I think it has still been tough for hospitals in America with covid, but where sozo is it is well used I’m sure.
It gets paid for now when the admin staff do appeal to the private payers , but got to go through the rigmarole of them declining to pay for the item, and saying no— but then finally paying on appeal.
IPD staff person has got excellent understanding of processes required with each insurer to apply for payment for the sozo diagnosis. It takes 20seconds for goodness sake - tape measuring is neither accurate nor quick !
Once admin staff organised to make the applications to appeal for payment for the individual patients, it is paid each time , & the machines easily pay for themselves for the hospital.
More importantly they provide the correct best, only real diagnostic care to monitor lymphedema or diagnose it for prevention in time. Let alone utility of the machine for sarcopenia etc once in house. It’s archaic how lymphodema screening and management , and renal dialysis fluids measurement, heart failure correct diagnosis & assessment of patients pre- chemo treatments, does not happen accurately as standard practice or procedure.

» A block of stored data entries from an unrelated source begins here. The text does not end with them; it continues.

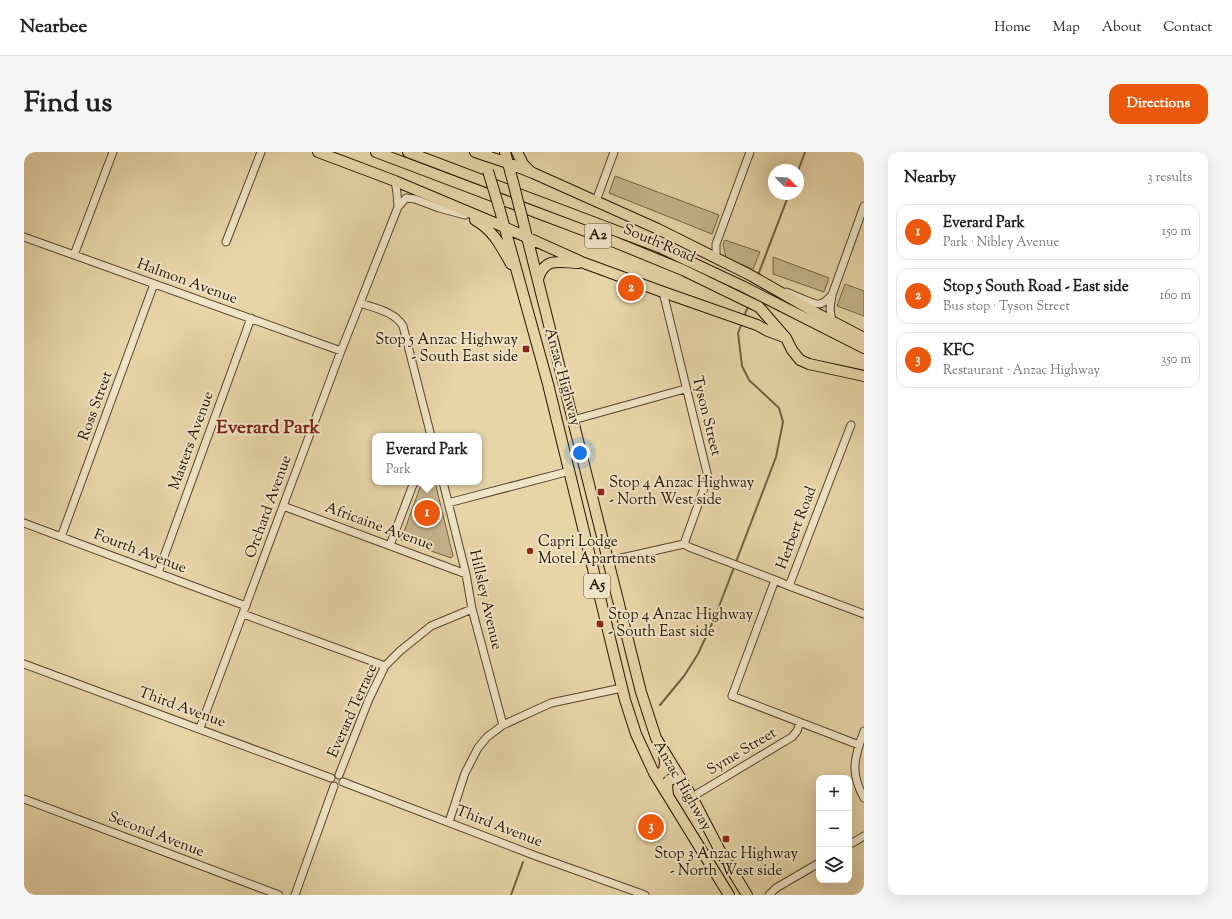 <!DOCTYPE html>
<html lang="en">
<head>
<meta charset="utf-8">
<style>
  body { margin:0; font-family:"Sorts Mill Goudy",serif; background:#f6f6f6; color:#222 }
  .controls { position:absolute; right:12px; bottom:12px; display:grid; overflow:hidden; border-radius:8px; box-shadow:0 4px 16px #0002 }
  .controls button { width:36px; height:36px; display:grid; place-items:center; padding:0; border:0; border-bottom:1px solid #e0e0e0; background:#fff; color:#222; font:20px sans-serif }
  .compass { position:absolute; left:744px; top:12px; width:36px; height:36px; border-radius:50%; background:#fff; box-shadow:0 4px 16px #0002; rotate:114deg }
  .you { position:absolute; left:556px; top:301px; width:14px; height:14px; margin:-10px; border:3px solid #fff; border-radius:50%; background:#1a73e8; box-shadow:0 0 0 6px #1a73e833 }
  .badge { display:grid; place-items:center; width:26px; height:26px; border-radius:50%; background:#ea580c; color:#fff; font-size:13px; font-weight:700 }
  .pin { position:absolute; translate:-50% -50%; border:2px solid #fff; box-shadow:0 1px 4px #0006 }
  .popup { position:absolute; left:348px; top:281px; width:110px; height:52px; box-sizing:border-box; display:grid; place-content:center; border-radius:8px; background:#fff; filter:drop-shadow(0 1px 3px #0005); font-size:13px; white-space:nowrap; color:#767676 }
  .popup b { font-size:15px; color:#222 }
  .popup::after { content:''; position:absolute; left:50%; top:100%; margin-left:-8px; border:8px solid transparent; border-top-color:#fff }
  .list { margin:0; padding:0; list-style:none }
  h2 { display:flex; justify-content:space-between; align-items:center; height:52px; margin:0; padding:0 16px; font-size:17px }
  h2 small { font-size:13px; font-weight:400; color:#767676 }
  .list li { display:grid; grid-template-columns:26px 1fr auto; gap:12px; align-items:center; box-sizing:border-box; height:56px; margin:0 8px 8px; padding:0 8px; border:1px solid #e0e0e0; border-radius:12px }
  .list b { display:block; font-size:15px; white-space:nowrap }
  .list p { margin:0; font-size:13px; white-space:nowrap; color:#767676 }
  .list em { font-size:13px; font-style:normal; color:#767676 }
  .icon { flex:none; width:22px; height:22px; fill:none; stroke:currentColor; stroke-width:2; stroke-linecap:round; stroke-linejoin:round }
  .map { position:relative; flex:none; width:840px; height:743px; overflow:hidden; border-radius:12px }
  header { display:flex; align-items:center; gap:24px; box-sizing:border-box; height:56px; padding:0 20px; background:#fff; border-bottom:1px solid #e0e0e0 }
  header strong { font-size:19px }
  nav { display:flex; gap:22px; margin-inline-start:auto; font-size:14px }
  .intro { display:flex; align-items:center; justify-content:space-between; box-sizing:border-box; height:96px; padding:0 24px }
  h1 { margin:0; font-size:28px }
  .button { padding:10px 18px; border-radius:12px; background:#ea580c; color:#fff; font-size:14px; font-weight:700 }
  main { display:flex; gap:24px; padding:0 24px }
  aside { flex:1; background:#fff; border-radius:12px; box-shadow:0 4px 16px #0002 }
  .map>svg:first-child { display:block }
  .green { fill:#c6b48c; stroke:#746446 }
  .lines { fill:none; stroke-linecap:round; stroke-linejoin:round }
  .stream { stroke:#706043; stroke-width:2 }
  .minor-casing { stroke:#54442b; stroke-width:9 }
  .highway-casing { stroke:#231401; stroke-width:12 }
  .minor { stroke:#efe4c6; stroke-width:7 }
  .highway { stroke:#e7d5a8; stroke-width:10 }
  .highway-bridge-casing { stroke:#231401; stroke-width:12; stroke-linecap:butt }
  .highway-bridge { stroke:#e7d5a8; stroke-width:10 }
  .poi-dot { fill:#8f2418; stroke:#efe4c6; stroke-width:1.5 }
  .labels { text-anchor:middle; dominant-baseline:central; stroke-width:4; stroke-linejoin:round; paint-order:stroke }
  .shield { fill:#efe4c6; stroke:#60523c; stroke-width:1 }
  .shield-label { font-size:14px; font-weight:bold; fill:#231401 }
  .street-label { font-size:15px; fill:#231401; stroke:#efe4c6 }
  .poi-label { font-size:15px; fill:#231401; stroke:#efe4c6; text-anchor:start }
  .district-label { font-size:19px; font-weight:bold; fill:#7a1f14; stroke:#efe4c6 }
</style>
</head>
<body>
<header>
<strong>Nearbee</strong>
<nav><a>Home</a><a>Map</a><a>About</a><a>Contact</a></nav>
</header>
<div class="intro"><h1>Find us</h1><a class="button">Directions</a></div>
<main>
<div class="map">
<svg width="840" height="743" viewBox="0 0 840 743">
  <rect width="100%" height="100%" fill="#e7d5a8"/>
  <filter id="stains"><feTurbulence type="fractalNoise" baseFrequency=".005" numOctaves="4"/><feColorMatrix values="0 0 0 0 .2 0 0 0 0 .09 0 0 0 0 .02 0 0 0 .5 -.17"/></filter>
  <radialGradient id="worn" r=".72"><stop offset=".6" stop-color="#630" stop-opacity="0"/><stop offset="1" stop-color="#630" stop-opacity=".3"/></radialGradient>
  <path class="green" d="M591,24L695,63L688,82L585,41Z
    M701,88L736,100L729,117L702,106L699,92Z
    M749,105L805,126L800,140L749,122Z
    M821,132L840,139V164L813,154Z
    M398,330H411L429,404L427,406L377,388Z"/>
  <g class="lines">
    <path class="stream" d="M774,19L781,0
      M734,123L765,42
      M720,165L724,154
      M636,553L660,524L674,502L691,465L752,305L759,270L755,256L725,228L718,214L714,181L718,171
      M487,743L499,710"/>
    <g class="minor-casing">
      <path id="minor" d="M371,29L373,41L374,55
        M572,49L590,0
        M0,85L317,199
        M202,90L237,0
        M50,103L89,0
        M692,105V92L726,0
        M639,140L684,325L660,392
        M762,140C768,142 791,153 795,152C800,152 804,147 808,143
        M336,151C351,156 371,160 379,174L407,284
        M808,169L806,157L808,143L840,54
        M549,268L661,237
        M827,273L765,434L751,428L708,544L835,593
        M419,330L442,422L448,457L479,573
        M424,351L546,319
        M259,354L442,422
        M0,371L222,454
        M37,385L130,132
        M366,393L390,330
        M584,409L660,392L665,395L751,428
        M134,421L227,166
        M765,434L840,462
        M219,462L361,514
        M0,512L307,626
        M176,576L317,199L374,55L382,46L391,47L415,56L441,63
        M840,579C830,606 826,621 840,646
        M315,623L345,547L361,514L376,499L407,474L448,457
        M319,630L512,704L621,743
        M668,645L768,585L773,579L776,570
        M0,647L255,743
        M425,670L441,621L454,596L463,585L479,573L527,551L598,536
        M825,693L840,684
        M271,743L310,634
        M745,743L752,736L795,711"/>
    </g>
    <g class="highway-casing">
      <path id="highway" d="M294,0L371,29L471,71L560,111L639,140L733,173L744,179L760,185
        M352,0L588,89L659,118L735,155L762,186L768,198L776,208L785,212L840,224
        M384,0L635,95L720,135L840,196
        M451,0L484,11L509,21L634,77L726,123L796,163L840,186
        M481,0L489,30
        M493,0L499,12L506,19
        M475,55L524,232L601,548L612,582L630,621L705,743
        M451,68C469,78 477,94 487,112
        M499,69L617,540L632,586L668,645L695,697L723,743
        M514,127C521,105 534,110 554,111
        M630,621L636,622L640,619L641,611L640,603
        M644,643L643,634L645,628L655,625"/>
    </g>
    <use href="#minor" class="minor"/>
    <use href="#highway" class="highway"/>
    <g class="highway-bridge-casing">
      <path id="highway-bridge" d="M464,19L475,55
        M489,30L499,69"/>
    </g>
    <use href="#highway-bridge" class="highway-bridge"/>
  </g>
  <g class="poi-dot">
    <rect x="498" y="193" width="8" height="8" rx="2"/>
    <rect x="573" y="336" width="8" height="8" rx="2"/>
    <circle cx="506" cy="399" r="4"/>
    <rect x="572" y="468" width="8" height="8" rx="2"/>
    <rect x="698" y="683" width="8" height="8" rx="2"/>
  </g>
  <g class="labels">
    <g class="shield">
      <rect x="561" y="72" width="26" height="24" rx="3"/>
      <rect x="560" y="422" width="26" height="24" rx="3"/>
    </g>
    <g class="shield-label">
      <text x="574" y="84">A2</text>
      <text x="573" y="434">A5</text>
    </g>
    <g class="street-label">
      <text transform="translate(635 92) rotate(23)">South Road</text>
      <text transform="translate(163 130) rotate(20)">Halmon Avenue</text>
      <text transform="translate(538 225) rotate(75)">Anzac Highway</text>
      <text transform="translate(72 254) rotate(-70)">Ross Street</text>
      <text transform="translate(682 264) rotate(76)">Tyson Street</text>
      <text transform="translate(168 289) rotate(-70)">Masters Avenue</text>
      <text transform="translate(245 355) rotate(-70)">Orchard Avenue</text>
      <text transform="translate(355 375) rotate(20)">Africaine Avenue</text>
      <text transform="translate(773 376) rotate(-69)">Herbert Road</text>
      <text transform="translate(116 400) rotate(21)">Fourth Avenue</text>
      <text transform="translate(461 448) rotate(77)">Hillsley Avenue</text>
      <text transform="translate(158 556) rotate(20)">Third Avenue</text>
      <text transform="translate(329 559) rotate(-66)">Everard Terrace</text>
      <text transform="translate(718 600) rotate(-31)">Syme Street</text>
      <text transform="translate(658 634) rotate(60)">Anzac Highway</text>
      <text transform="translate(475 675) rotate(21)">Third Avenue</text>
      <text transform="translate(132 683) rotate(21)">Second Avenue</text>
    </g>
    <g class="poi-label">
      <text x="494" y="188" text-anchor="end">Stop 5 Anzac Highway<tspan x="494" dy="17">- South East side</tspan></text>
      <text x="585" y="331">Stop 4 Anzac Highway<tspan x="585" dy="17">- North West side</tspan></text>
      <text x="514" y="390">Capri Lodge<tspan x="514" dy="17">Motel Apartments</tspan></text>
      <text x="584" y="463">Stop 4 Anzac Highway<tspan x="584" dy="17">- South East side</tspan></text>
      <text x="702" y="702" text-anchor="middle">Stop 3 Anzac Highway<tspan x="702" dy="17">- North West side</tspan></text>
    </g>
    <g class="district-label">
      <text x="244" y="276">Everard Park</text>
    </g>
  </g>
  <rect width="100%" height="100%" filter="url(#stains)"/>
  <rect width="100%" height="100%" fill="url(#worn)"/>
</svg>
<div class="controls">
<button>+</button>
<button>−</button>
<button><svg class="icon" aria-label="layers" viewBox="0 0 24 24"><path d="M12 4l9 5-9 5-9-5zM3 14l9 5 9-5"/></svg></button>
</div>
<svg class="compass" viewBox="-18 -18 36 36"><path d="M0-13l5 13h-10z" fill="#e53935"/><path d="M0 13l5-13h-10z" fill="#767676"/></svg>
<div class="you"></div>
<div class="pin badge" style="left:403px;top:361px">1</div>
<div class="popup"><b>Everard Park</b>Park</div>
<div class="pin badge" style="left:607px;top:136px">2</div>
<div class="pin badge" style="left:627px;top:675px">3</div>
</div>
<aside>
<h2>Nearby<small>3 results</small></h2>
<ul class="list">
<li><span class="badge">1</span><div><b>Everard Park</b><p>Park · Nibley Avenue</p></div><em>150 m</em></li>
<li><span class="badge">2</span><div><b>Stop 5 South Road - East side</b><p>Bus stop · Tyson Street</p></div><em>160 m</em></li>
<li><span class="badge">3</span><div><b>KFC</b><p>Restaurant · Anzac Highway</p></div><em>350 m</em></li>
</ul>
</aside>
</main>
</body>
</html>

Yes, a travesty, but a process.
I’m steeled for funds being ~ $37-38 million but $3 million max per quarter overall costs forward with gradually increasing income.
The NCCN in August & by November be hopefully decided that should be accepted by the private payers to pay. Then company cashflow positive & more quickly I would think.
Broker had email this morning from analyst re update , that all is well & progressing but some funds might thought would be quicker for outcome from private payers.
August is the standard time and all applicants submit to NCCN by then.
You sound like you are more up on the tick tacks of all than me though. Please all excuse any inaccuracies from me but this how I understand it and think is correct.